The Architects Registration Board will not be taking legal action over the use of the word architect in the IT industry.

The news follows increasing resentment among architects about IT professionals using the term “IT architect” in job advertisements. Even Bill Gates, who has stepped down as chief executive of Microsoft, now wants to be known as its “chief software architect”.

ARB assistant registrar Richard Coleman said the board received, on average, 200 complaints a year from members angry at the use of the word in IT-related jobs.
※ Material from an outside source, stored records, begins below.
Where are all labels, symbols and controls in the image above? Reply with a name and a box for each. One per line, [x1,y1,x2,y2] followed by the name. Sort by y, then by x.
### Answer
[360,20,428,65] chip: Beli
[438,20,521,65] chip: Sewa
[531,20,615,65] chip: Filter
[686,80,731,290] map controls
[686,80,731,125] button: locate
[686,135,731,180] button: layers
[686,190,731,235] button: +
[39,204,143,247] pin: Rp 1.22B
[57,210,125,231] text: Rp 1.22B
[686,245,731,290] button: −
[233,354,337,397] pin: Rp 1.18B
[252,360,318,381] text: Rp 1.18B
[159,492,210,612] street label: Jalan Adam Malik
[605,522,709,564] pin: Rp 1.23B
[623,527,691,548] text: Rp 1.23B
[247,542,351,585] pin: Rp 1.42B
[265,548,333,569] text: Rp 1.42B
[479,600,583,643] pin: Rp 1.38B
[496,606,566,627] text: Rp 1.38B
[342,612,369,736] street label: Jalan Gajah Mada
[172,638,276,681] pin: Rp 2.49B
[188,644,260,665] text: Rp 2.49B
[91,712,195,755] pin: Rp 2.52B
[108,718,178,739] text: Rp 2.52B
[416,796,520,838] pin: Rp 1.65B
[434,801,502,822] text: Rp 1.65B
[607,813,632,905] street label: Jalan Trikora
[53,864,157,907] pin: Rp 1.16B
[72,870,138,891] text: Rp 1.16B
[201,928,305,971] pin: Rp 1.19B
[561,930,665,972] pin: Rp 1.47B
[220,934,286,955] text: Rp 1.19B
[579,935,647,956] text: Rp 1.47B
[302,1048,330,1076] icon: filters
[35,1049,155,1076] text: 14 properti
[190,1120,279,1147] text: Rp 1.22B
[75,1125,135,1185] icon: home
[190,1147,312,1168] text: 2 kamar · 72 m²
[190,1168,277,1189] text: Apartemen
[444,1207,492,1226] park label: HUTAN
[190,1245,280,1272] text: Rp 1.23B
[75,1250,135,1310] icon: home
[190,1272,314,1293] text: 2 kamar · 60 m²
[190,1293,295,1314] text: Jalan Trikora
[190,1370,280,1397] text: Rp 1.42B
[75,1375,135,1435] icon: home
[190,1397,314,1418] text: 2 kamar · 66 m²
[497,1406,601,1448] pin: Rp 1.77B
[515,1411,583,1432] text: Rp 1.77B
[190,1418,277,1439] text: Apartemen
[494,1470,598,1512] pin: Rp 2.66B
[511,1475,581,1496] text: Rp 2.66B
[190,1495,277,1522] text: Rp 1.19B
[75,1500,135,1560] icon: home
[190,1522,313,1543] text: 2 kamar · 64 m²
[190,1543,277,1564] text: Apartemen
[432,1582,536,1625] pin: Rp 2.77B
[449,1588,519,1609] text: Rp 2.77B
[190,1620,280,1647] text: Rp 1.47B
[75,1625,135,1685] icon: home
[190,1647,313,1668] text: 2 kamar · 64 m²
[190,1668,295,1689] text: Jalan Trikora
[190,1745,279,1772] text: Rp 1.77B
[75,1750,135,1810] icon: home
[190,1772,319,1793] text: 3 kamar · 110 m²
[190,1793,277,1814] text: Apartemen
Using the word in this context breaches the Architect’s Act of 1997. However, Coleman said the ARB would not take these offenders to court. “We are here to prosecute if we think consumers are being misled in the building and construction industry, not to police the IT industry,” he said. He added: “The world moves on and the profession moves on. There’s no use getting upset.”

There are only three professionals other than ARB-registered architects that can call themselves architects. These are naval architects, landscape architects and golf-course architects.

A spokesman for Richard Rogers Partnership agreed with Coleman’s stance on not pursuing IT professionals. “We would be seen to be rather pompous if we tried to defend this,” he said. “It doesn’t really matter.”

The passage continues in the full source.